Remediation centers on using explicit SQL conditions and retrying serializable transactions. Always perform read and write as a single conditional UPDATE in Cockroachdb, and implement retry logic for serialization errors returned by the database.

import asyncio
from typing import Optional
from sqlalchemy import text, update
from sqlalchemy.ext.asyncio import AsyncEngine, create_async_engine
from sqlalchemy.pool import NullPool

# Example engine setup; in Fastapi, manage lifecycle with Depends
engine: AsyncEngine = create_async_engine(
    "cockroachdb+asyncpg://user:password@host:26257/dbname?sslmode=require",
    poolclass=NullPool,
)

async def transfer_balance(
    conn, from_account: str, to_account: str, amount: int
):
    # Conditional update in a single statement; Cockroachdb will enforce serializable isolation
    result = await conn.execute(
        update(text("accounts SET balance = balance - :amt WHERE id = :id AND balance >= :amt"))
        .params(amt=amount, id=from_account)
    )
    if result.rowcount != 1:
        raise ValueError("Insufficient funds or account not found")
    await conn.execute(
        update(text("accounts SET balance = balance + :amt WHERE id = :id"))
        .params(amt=amount, id=to_account)
    )

async def safe_transfer(from_account: str, to_account: str, amount: int):
    retry = True
    while retry:
        retry = False
        async with engine.connect() as conn:
            try:
                async with conn.begin() as tx:
                    await transfer_balance(tx, from_account, to_account, amount)
                    await tx.commit()
            except Exception as e:
                # Cockroachdb returns serialization errors for conflicting commits in serializable mode
                if "serializable isolation" in str(e).lower() or "restart transaction" in str(e).lower():
                    retry = True
                    continue
                raise

# Fastapi endpoint example
from fastapi import APIRouter, Depends, HTTPException
router = APIRouter()

@router.post("/transfer")
async def api_transfer(body: dict):
    from_account: str = body.get("from")
    to_account: str = body.get("to")
    amount: int = int(body.get("amount", 0))
    if amount <= 0:
        raise HTTPException(status_code=400, detail="Invalid amount")
    try:
        await safe_transfer(from_account, to_account, amount)
        return {"ok": True}
    except ValueError as ve:
        raise HTTPException(status_code=400, detail=str(ve))

The key points:

  • Use conditional UPDATE statements (WHERE balance >= amount) so the database enforces invariants in a single, atomic write.
  • Wrap transactions in retry loops for serialization conflicts; Cockroachdb will abort one of the concurrent serializable transactions, and the retry ensures progress without data loss.
  • Keep transactions short and avoid client-side read-then-write patterns; if you must read first, validate constraints inside the same conditional write or use SELECT … FOR UPDATE if your access pattern requires explicit locking (Cockroachdb supports this within serializable transactions).
  • In Fastapi, manage connection and transaction lifetimes carefully, especially with async handlers; ensure retries do not leak connections or produce side effects like double-charges.

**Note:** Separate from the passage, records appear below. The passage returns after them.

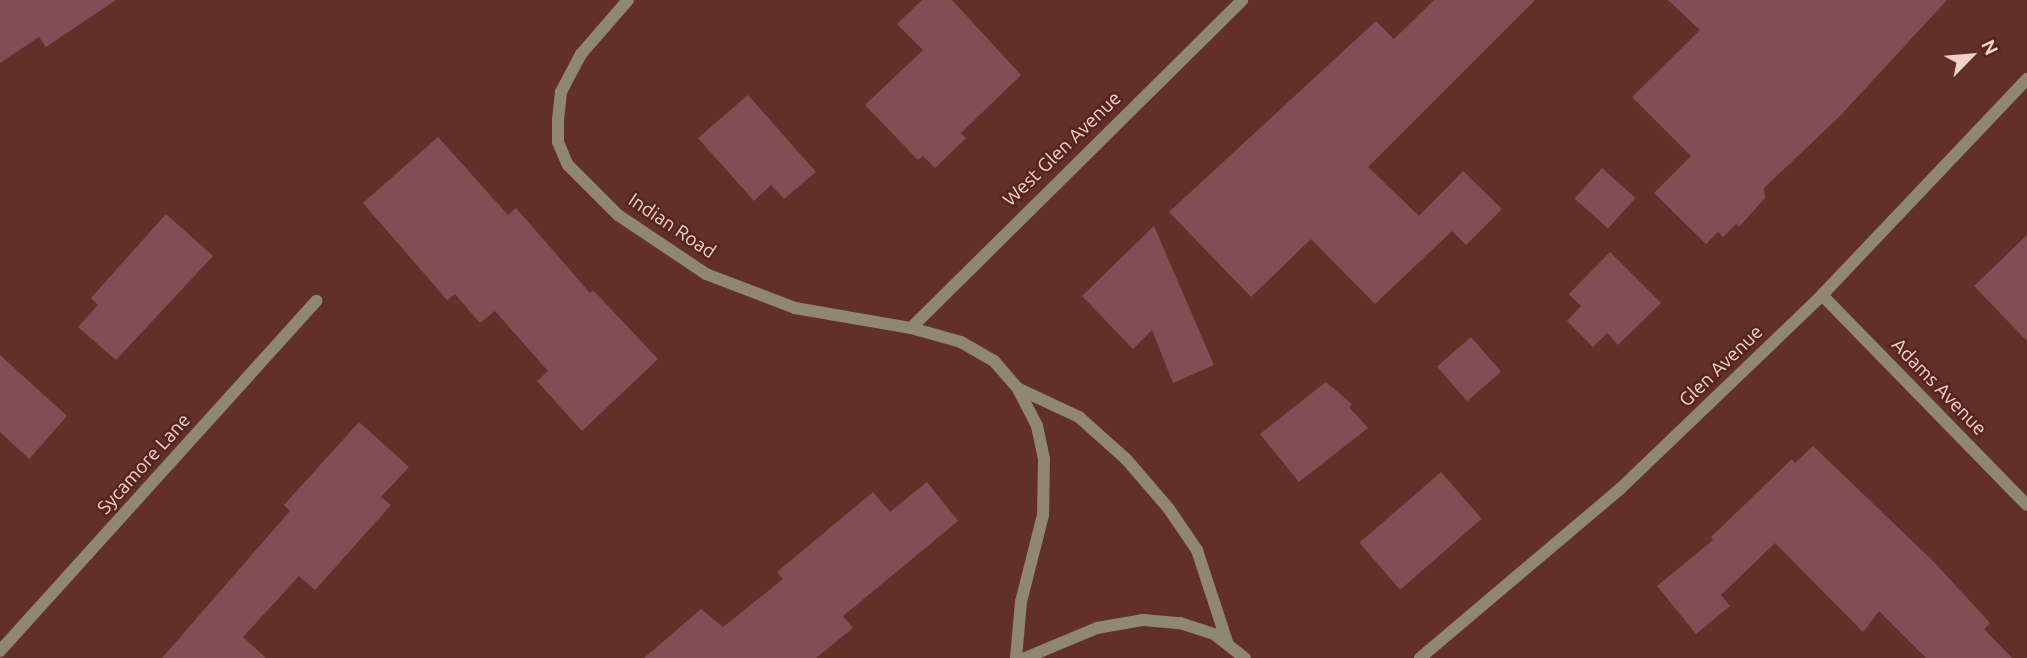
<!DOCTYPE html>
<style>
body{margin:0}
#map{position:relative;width:2027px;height:658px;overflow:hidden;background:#623028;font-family:Ubuntu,sans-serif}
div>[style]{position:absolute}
.building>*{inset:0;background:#844d55;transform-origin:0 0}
.minor>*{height:12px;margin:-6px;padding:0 6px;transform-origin:6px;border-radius:6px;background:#908771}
span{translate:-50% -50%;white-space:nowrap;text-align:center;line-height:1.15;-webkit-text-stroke:5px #56251e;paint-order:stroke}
.street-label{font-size:19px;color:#f1d1cb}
.north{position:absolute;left:1936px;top:21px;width:70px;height:70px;-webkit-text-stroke:5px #56251e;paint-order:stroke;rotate:65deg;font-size:19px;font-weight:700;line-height:28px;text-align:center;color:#f1d1cb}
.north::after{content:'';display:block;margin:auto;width:24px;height:32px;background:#f1d1cb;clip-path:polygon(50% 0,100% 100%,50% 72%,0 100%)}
</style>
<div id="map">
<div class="building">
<i style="clip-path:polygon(0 0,116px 0,46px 47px,39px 37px,0 63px)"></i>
<i style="clip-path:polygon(922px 0,952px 0,1021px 75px,961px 133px,966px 138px,935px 168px,923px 156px,918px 160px,865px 105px,923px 50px,897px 24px)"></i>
<i style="clip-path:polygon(1434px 0,1535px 0,1368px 167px,1419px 216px,1463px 171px,1502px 209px,1466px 245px,1452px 231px,1375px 304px,1311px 239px,1251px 297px,1169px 212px,1376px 21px,1394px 39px)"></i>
<i style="clip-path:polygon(1668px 0,1947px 0,1840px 116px,1764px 188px,1765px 198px,1739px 227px,1736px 224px,1723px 237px,1718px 232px,1706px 244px,1654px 193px,1691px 156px,1632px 97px,1700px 30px)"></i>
<i style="clip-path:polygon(748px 95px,816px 172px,784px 199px,771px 185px,754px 201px,698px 138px)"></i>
<i style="clip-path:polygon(438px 137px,508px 215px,516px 208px,590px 293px,593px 290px,658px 359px,582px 431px,537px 381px,548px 371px,495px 311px,480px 323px,455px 294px,447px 300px,363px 203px)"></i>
<i style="left:1602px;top:168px;width:45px;height:41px;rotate:42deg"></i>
<i style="clip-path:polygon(166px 214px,213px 256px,116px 360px,78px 327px,98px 305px,91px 298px)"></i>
<i style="clip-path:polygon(1154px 226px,1214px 365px,1173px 383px,1152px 330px,1133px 349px,1082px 296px)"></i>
<i style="clip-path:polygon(2027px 235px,2027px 341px,1974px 286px)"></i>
<i style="clip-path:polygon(1610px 252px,1661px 303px,1618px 345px,1607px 333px,1593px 347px,1567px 321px,1581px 306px,1569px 294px)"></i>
<i style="left:1471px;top:337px;width:46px;height:45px;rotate:49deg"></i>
<i style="clip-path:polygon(0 355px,67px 416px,29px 459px,0 432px)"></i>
<i style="clip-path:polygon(1326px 382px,1352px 404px,1349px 407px,1368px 428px,1299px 482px,1260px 434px)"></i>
<i style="clip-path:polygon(359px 422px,409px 467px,381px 497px,391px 505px,315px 590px,299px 576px,243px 637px,266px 658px,162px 658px,290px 511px,284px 505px)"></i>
<i style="clip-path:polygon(1813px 446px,1933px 561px,1990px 623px,1984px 629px,2012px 658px,1926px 658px,1879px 611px,1863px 632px,1775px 543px,1721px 595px,1730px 606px,1696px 634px,1657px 586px,1713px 540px,1711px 537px,1792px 459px,1795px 463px)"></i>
<i style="left:1441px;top:472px;width:62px;height:108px;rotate:49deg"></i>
<i style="clip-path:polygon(927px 482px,958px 521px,843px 616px,853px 628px,816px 658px,644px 658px,701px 609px,723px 627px,783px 579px,777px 572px,873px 492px,890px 512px)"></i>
</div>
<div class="minor">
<i style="left:628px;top:0;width:72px;rotate:131deg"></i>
<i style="left:581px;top:54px;width:43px;rotate:117.8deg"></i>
<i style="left:561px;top:92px;width:27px;rotate:96deg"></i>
<i style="left:558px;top:119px;width:23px;rotate:90deg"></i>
<i style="left:558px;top:142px;width:25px;rotate:67deg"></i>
<i style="left:568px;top:165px;width:71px;rotate:45deg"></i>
<i style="left:618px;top:215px;width:106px;rotate:33.8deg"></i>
<i style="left:706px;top:274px;width:95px;rotate:20.9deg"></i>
<i style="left:795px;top:308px;width:118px;rotate:9.8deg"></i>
<i style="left:911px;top:328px;width:52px;rotate:15.6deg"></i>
<i style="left:961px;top:342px;width:38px;rotate:30deg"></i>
<i style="left:994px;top:361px;width:37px;rotate:49deg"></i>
<i style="left:1018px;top:389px;width:42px;rotate:62.8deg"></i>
<i style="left:1037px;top:426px;width:34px;rotate:78deg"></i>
<i style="left:1044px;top:459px;width:56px;rotate:91deg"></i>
<i style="left:1043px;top:515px;width:90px;rotate:104.2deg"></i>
<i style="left:1021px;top:602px;width:56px;rotate:95.1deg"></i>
<i style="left:1822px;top:295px;width:293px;rotate:45.7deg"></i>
<i style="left:911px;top:328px;width:466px;rotate:-44.7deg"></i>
<i style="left:1019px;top:389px;width:66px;rotate:25deg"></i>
<i style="left:1079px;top:417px;width:63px;rotate:41.8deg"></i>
<i style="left:1126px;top:459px;width:66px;rotate:49.3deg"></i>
<i style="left:1169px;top:509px;width:50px;rotate:55.7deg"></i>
<i style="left:1197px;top:550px;width:100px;rotate:71.9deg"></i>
<i style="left:0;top:651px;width:472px;rotate:-47.9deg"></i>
<i style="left:1025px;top:658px;width:78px;rotate:-22.6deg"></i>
<i style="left:1097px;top:628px;width:47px;rotate:-9.9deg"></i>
<i style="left:1143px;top:620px;width:37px;rotate:5deg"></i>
<i style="left:1180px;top:623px;width:36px;rotate:18deg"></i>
<i style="left:1214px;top:634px;width:39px;rotate:38deg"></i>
<i style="left:1420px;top:658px;width:262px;rotate:-40.2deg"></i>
<i style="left:1620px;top:489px;width:280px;rotate:-43.8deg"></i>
<i style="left:1822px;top:295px;width:298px;rotate:-46.5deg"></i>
</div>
<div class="street-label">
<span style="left:1062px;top:149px;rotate:-44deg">West Glen Avenue</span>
<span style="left:672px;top:226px;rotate:34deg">Indian Road</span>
<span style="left:1721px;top:366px;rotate:-44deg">Glen Avenue</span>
<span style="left:1939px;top:387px;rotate:46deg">Adams Avenue</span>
<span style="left:144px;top:464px;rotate:-48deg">Sycamore Lane</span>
</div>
<div class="north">N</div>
</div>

For broader findings such as BOLA/IDOR or Property Authorization, combine these database-level practices with endpoint-level ownership checks. middleBrick’s scans will highlight missing validations; remediation should include both server-side conditional writes and explicit retry logic for Cockroachdb serializable transactions.

Frequently Asked Questions

Why does Cockroachdb sometimes abort my transaction when I use Fastapi?
Cockroachdb uses serializable isolation. When concurrent transactions conflict (e.g., they read and write the same rows), one is aborted with a serialization error. In Fastapi, you must catch these errors and implement retry logic; otherwise the request fails and data may appear inconsistent.
Can I rely on database constraints alone to prevent race conditions in Fastapi with Cockroachdb?
Constraints and conditional writes help, but they are not sufficient if your application logic uses read-then-write patterns without retries. Always implement retry-on-serialization-error in Fastapi and structure updates as single conditional statements so Cockroachdb can enforce invariants atomically.